Nausea, vomiting, chest pain, a sore throat, abdominal pain, and diarrhea then may appear. Symptoms become increasingly severe and may include jaundice, inflammation of the pancreas, severe weight loss, delirium, shock, liver failure, massive hemorrhaging, and multi-organ dysfunction. Because many of the signs and symptoms of Marburg hemorrhagic fever are similar to those of other infectious diseases, such as malaria or typhoid fever, diagnosis of the disease can be difficult, especially if only a single case is involved. A specific treatment for this disease is unknown.
However, supportive hospital therapy should be utilized. This includes balancing the patients fluids and electrolytes, maintaining their oxygen status and blood pressure, replacing lost blood and clotting factors and treating them for any complicating infections. Sometimes treatment also has used transfusion of fresh-frozen plasma and other preparations to replace the blood proteins important in clotting. One controversial treatment is the use of heparin (which blocks clotting) to prevent the consumption of clotting factors.
Some researchers believe the consumption of clotting factors is part of the disease process. Recovery from Marburg hemorrhagic fever may be prolonged and accompanied by uveitis (inflammation of the vascular eye coating), recurrent hepatitis, transverse myelitis (inflammation of the spinal cord and/or bone marrow), or orchitis (inflammation of the testes). People who have close contact with a human or non-human primate infected with the virus are at risk. Such persons include laboratory or quarantine facility workers who handle non- uman primates that have been associated with the disease.

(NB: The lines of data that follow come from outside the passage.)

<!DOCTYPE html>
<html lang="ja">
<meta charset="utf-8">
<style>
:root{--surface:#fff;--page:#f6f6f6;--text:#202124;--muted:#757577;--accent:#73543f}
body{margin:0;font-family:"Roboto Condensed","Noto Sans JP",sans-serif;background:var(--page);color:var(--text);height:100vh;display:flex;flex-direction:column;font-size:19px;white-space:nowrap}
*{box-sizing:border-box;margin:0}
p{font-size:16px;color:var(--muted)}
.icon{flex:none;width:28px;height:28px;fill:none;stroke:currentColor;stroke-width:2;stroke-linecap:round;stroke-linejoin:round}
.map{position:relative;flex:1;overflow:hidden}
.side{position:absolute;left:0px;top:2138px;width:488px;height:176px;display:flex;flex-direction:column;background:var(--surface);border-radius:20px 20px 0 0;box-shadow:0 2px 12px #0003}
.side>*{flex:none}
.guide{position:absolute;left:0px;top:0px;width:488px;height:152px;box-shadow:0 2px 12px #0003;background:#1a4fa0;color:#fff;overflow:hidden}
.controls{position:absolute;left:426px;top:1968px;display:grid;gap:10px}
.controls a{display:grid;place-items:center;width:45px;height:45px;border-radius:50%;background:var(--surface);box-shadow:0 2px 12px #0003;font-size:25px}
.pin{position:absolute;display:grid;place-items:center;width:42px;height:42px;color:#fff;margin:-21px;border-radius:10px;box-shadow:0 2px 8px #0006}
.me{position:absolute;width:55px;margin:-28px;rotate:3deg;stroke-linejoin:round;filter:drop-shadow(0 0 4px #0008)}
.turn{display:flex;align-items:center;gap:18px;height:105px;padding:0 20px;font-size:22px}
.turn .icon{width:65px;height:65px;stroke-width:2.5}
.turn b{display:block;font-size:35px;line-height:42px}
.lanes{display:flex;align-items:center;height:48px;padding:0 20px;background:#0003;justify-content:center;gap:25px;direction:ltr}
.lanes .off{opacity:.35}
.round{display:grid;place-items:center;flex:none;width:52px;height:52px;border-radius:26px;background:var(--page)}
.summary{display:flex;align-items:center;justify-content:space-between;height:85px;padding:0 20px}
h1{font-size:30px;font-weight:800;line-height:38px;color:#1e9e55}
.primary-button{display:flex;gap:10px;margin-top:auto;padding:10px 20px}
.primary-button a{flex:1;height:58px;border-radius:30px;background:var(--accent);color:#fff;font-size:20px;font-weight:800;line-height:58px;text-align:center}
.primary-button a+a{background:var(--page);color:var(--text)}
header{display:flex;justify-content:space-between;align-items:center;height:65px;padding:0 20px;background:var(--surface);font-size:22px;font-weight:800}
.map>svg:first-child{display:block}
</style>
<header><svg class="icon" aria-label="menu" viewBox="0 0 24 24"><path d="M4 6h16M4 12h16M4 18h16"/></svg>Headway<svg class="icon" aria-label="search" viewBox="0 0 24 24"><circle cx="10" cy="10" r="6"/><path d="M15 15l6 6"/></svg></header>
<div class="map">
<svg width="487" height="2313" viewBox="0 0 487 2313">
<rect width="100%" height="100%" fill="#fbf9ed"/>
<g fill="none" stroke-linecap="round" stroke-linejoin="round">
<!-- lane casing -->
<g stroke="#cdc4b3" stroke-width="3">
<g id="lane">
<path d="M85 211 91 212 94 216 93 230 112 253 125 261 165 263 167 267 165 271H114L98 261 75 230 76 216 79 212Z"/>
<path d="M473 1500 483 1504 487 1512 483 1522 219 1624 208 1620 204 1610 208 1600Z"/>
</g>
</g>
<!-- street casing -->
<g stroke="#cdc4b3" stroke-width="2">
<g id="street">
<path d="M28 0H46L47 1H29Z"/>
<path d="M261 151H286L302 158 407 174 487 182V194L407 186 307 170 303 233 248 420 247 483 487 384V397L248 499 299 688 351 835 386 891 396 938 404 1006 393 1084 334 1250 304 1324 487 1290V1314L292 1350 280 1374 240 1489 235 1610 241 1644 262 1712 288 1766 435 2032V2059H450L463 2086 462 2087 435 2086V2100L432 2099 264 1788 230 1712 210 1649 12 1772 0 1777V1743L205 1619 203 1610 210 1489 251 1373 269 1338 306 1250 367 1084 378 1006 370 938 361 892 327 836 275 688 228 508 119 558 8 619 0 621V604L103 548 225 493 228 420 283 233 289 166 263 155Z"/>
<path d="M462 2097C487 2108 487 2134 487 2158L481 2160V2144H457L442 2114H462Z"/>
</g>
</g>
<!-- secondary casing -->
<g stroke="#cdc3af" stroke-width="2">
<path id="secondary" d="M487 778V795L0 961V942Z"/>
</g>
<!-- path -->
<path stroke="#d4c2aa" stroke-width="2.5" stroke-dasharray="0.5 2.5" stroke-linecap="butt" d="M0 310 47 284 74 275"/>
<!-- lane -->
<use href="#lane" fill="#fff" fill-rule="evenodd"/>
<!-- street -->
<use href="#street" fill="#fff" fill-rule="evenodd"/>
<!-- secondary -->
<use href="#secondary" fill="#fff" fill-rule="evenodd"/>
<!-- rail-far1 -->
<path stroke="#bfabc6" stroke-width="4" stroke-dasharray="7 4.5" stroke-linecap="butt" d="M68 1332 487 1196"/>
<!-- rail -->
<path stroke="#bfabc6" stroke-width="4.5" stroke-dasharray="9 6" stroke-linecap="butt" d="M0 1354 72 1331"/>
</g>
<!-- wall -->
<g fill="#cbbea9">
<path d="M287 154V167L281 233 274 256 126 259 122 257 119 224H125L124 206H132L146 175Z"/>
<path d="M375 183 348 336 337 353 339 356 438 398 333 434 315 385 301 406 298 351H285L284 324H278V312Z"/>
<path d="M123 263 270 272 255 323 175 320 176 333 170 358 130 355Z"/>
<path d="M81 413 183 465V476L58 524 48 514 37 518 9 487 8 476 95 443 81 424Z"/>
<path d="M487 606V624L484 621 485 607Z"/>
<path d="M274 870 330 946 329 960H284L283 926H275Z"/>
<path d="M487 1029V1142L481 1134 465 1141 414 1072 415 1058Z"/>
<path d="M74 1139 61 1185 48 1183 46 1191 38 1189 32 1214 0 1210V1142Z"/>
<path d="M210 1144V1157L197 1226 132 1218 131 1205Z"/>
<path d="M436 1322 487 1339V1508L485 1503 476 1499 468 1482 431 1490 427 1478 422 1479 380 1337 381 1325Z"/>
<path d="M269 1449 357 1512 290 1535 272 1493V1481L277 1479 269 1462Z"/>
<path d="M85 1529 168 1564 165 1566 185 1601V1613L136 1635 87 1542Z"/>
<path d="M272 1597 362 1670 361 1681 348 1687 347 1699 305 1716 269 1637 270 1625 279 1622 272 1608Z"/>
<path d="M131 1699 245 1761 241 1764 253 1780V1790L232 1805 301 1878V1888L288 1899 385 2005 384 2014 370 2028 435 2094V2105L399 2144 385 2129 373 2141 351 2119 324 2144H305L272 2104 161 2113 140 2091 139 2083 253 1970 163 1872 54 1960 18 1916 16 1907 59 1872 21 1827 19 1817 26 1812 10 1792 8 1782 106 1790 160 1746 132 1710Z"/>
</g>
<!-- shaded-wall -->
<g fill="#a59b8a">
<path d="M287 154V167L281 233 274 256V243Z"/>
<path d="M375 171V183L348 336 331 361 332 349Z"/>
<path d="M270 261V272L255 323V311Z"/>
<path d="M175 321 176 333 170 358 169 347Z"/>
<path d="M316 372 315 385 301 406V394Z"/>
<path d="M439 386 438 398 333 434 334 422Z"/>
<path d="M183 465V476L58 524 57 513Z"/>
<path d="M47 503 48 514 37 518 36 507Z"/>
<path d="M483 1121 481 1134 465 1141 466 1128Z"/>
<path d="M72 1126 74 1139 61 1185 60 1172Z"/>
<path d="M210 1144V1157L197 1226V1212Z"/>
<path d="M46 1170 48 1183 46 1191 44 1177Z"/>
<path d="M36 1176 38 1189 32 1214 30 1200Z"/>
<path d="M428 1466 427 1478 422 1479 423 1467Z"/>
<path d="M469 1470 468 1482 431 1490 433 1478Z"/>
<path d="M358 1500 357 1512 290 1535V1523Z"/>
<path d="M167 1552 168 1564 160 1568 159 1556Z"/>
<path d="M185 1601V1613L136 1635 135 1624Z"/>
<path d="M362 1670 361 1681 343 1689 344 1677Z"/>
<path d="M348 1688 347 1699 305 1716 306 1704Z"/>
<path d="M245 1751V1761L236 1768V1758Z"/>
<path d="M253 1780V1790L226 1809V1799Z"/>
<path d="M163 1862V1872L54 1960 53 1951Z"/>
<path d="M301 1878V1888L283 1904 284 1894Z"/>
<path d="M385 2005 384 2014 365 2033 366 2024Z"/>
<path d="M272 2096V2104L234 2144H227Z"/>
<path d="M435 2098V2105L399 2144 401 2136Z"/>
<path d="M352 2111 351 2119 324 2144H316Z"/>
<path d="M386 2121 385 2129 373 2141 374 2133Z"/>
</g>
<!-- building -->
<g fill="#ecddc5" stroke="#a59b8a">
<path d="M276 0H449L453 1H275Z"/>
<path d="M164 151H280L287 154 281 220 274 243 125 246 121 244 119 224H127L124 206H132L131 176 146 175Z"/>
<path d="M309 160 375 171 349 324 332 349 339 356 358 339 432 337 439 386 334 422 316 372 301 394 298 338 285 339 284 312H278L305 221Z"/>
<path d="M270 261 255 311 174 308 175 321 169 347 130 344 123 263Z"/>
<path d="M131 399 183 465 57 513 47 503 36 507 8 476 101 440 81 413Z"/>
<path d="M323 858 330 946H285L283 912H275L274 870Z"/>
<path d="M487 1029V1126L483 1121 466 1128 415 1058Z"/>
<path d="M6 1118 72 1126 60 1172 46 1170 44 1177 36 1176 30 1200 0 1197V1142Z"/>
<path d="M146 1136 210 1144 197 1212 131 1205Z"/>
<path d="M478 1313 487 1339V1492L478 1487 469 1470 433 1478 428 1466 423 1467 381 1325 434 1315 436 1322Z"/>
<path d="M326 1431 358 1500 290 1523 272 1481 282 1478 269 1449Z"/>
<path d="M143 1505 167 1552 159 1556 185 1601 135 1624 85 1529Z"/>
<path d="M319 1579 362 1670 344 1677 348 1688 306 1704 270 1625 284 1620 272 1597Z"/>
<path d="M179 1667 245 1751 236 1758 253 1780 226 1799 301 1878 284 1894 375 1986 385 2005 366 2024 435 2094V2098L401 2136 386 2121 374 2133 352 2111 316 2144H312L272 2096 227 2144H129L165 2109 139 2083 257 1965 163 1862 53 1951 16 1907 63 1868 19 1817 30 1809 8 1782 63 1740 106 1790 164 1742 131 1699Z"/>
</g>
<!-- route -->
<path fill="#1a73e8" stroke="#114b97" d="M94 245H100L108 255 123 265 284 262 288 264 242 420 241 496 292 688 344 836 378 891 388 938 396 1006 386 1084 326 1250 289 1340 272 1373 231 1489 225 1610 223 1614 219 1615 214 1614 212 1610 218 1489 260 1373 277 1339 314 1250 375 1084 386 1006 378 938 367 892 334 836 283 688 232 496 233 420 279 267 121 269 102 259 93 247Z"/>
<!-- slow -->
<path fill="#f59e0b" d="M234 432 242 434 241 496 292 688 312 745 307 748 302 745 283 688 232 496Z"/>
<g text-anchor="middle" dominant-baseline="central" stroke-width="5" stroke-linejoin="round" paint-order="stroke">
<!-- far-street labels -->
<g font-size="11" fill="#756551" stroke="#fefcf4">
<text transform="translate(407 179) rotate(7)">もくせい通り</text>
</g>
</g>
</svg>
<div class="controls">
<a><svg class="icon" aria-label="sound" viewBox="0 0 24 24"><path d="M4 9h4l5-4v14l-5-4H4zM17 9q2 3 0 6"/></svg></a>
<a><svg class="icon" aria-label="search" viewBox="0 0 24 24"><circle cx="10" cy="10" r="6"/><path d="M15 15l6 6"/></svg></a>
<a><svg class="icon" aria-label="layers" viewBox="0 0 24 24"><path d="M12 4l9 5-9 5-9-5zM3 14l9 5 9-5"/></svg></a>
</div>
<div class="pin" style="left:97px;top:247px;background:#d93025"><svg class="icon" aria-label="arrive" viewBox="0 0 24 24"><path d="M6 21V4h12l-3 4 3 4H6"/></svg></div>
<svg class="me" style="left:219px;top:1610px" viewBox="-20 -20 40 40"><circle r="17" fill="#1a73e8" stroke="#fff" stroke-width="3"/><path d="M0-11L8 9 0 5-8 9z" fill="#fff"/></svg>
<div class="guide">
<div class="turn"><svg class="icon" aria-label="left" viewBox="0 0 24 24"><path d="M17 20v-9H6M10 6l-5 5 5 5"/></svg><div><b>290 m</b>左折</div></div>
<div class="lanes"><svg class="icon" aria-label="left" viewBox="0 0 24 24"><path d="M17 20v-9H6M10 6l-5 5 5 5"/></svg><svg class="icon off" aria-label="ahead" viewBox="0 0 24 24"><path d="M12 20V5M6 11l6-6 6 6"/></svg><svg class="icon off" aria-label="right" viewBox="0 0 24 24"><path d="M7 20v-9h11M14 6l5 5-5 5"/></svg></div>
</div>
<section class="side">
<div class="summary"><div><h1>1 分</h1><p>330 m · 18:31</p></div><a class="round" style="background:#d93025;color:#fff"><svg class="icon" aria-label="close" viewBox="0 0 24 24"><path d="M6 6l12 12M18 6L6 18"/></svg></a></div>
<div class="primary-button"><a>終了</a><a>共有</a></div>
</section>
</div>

In addition, hospital staff and family members who care for patients with the disease are at risk. Due to our limited knowledge of the disease, preventive measures against transmission from the original animal host have not yet been established. Measures for prevention of secondary transmission are similar to those used for other hemorrhagic fevers. If a patient is either suspected or confirmed to have Marburg hemorrhagic fever, barrier-nursing techniques should be used to prevent direct physical contact with the patient.
These precautions include wearing of protective gowns, gloves, and masks; placing the infected individual in strict isolation; and sterilization or proper disposal of needles, equipment, and patient excretions. Marburg hemorrhagic fever is a very rare human disease. However, when it does occur, it has the potential to spread to other people, especially health care staff and family members who care for the patient. Therefore, increasing awareness among health-care providers of clinical symptoms in patients that suggest Marburg hemorrhagic fever is critical.
Better awareness can help lead to taking precautions against the spread of virus infection to family members or health-care providers. Improving the use of diagnostic tools is another priority. A fuller understanding of Marburg hemorrhagic fever will not be possible until the ecology and identity of the virus reservoir are established. In addition, the impact of the disease will remain unknown until the actual incidence of the disease and its endemic areas are determined.